I stood quietly, surveying the rolling, sickly-green ward of the shire for what seemed an eternity, but the pain in my left foot brought me back quickly to my senses. Stay on track!, I told myself again for the three-hundredth time that day. The journey's end is near!, and laughed aloud in spite of my dour mood and the seriousness of my mission. Yeah, my mission--the joke was bitter and brought no satifaction to my dying soul. Moving once again, I startled rather than started down the narrow path towards my destination, barely preventing myself from a complete collapse with my staff. My left foot howled in a futile protest of pain at this renewed attempt at locomotion. Damn it! Damn it! If I had more time I would re-body myself, but the star poitions had told me it may already be too late, too late for all and, besides, I didn't have enough mana left to make the change.

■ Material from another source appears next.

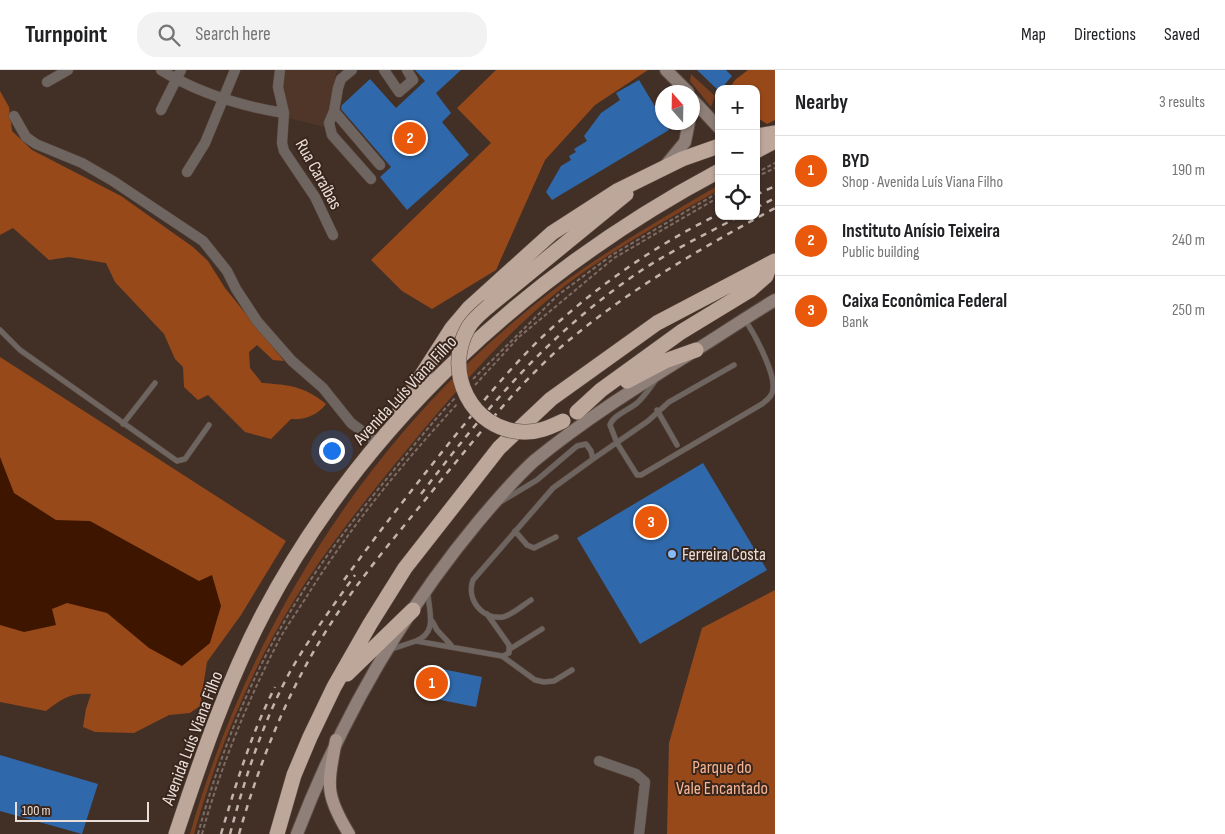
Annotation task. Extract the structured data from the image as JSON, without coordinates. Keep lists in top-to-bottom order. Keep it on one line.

As I stumbled forward with what little strength still remained, a universe of conflicting emotions collided within me,--seeking and rejecting, searching and abandoning--for the one true doorway of this shire that would finally, ultimately bring me closer to the peace that was so desperately desired. An end, yes, an End to this constant wheel of pain and suffering, this cycle of birth and rebirth. Where is that damn doorway? The One that will become the Exit?

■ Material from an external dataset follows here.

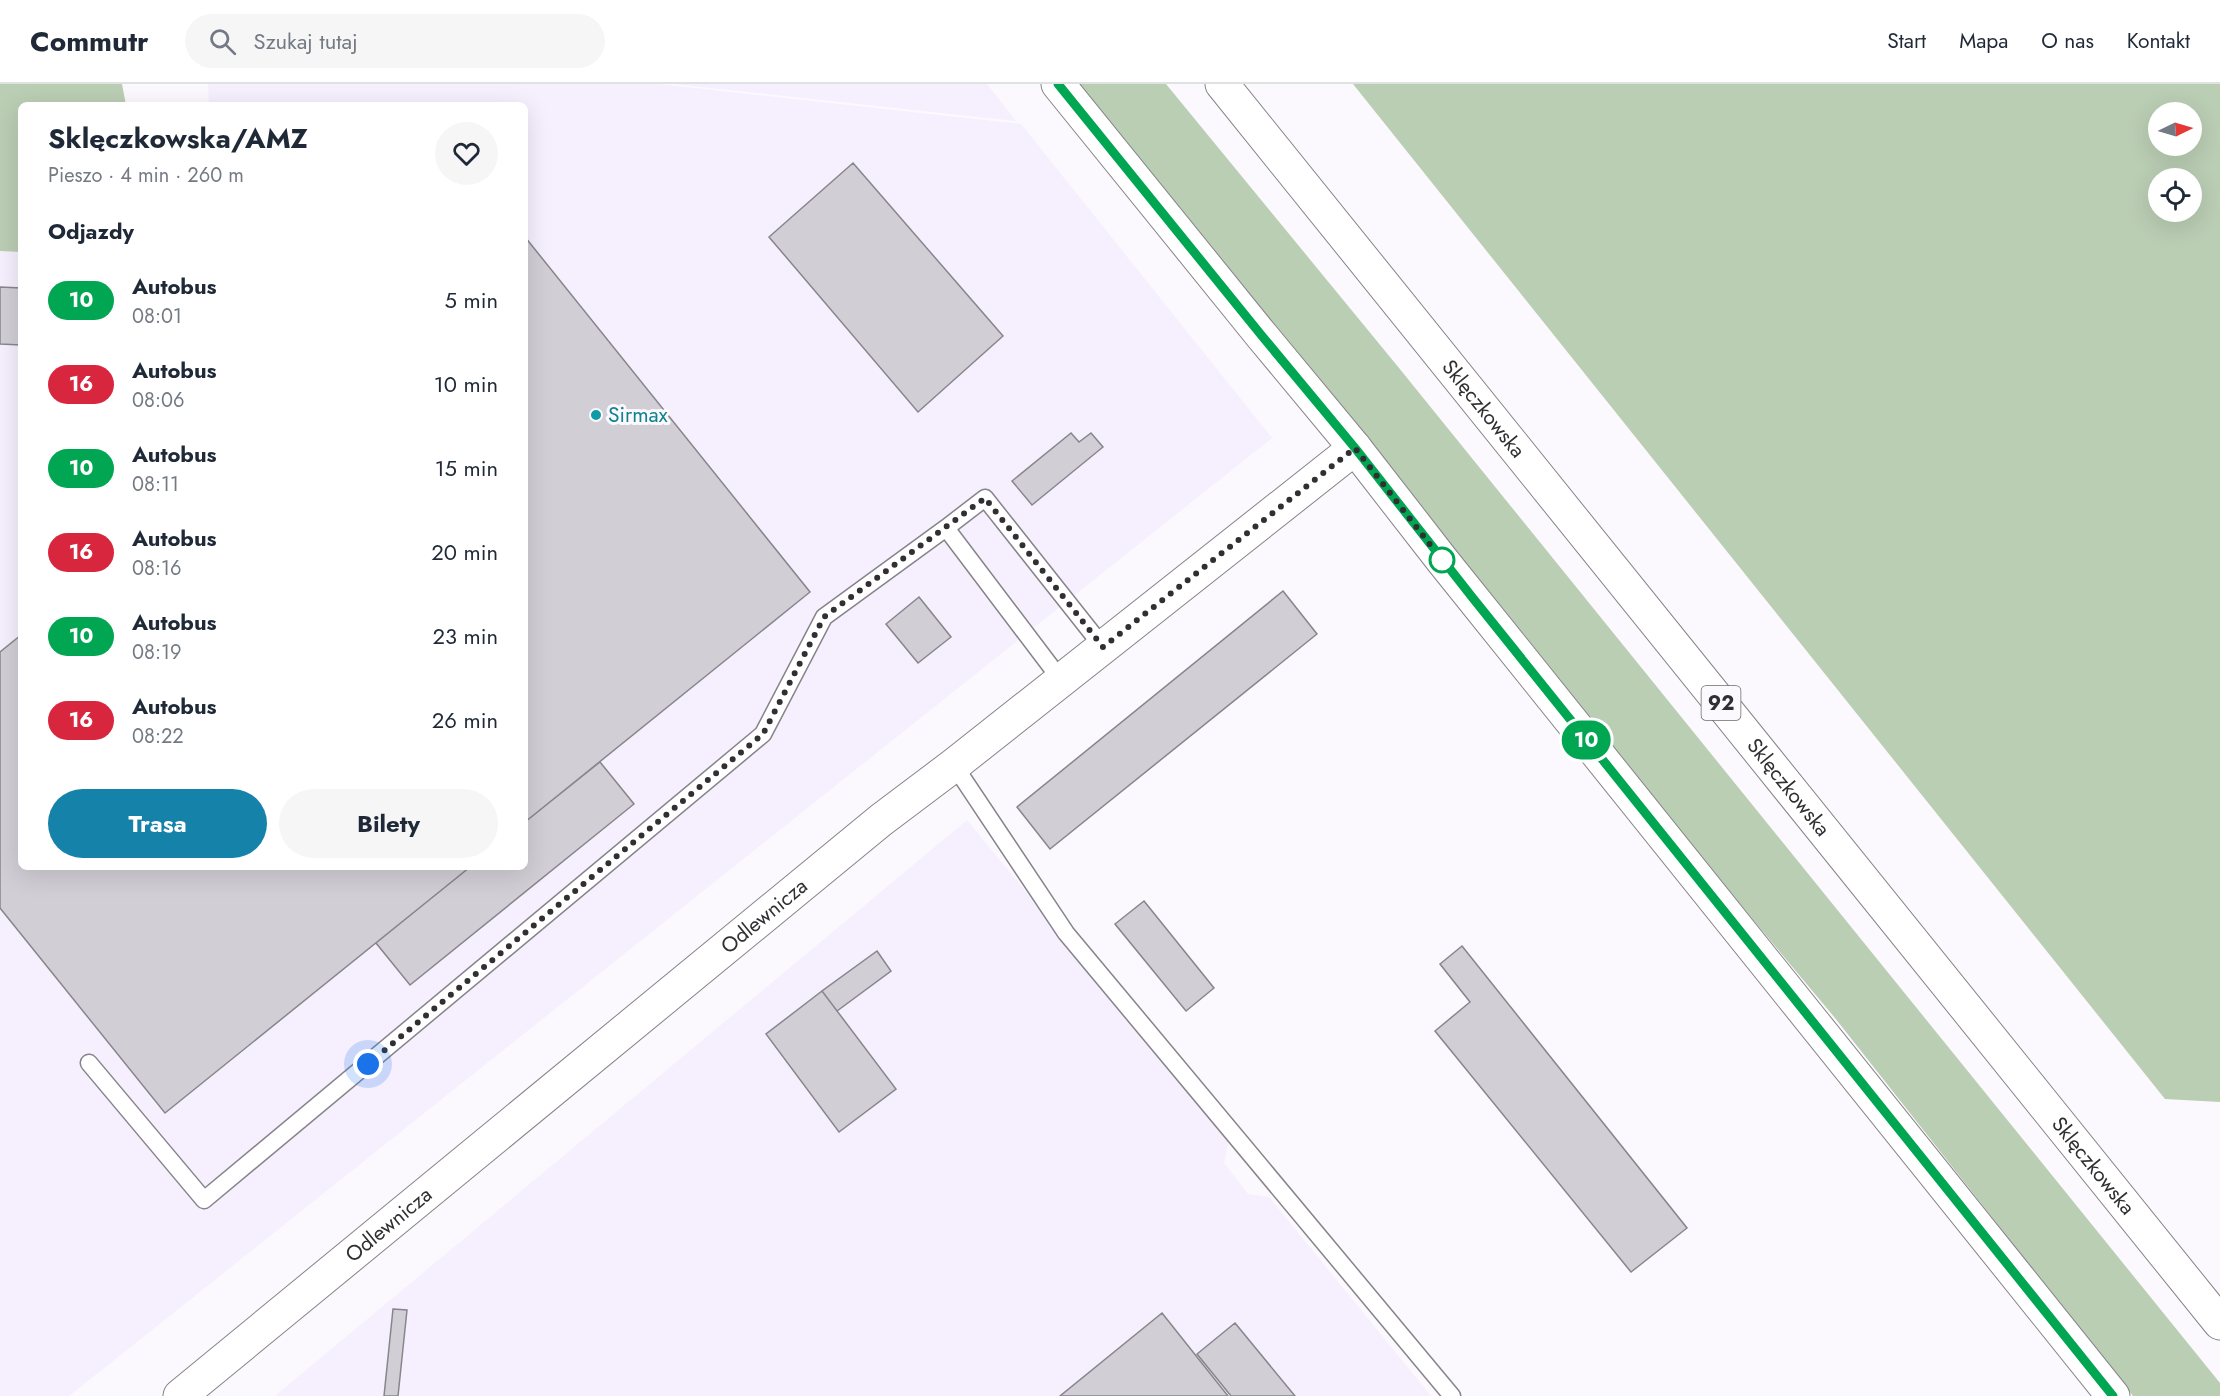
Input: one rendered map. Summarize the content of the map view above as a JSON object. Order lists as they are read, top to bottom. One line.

I lost myself in the search, silenced the pain in my foot, hardened myself to the task at hand, even as the weakness I felt within me grow greater like a demon seed, usurping control. Finally, I stood before the diminuative door I sought. Except for my labored breathing, silence folded itself around me once again, my body and spirit coming to rest before this door, the door. My goal was within--I could sense it with every fibre of my being. I hoisted my staff and rapped sharply on the door. A long pause, more silence and I was just beginning to wonder if I had, impossibly, chosen the wrong door, but the latch slowly turned and the door opened, slightly. A young hobbit peered cautiously around the edge of the door, and I felt all my misgivings and tiredness melt away as I looked down and recognized him.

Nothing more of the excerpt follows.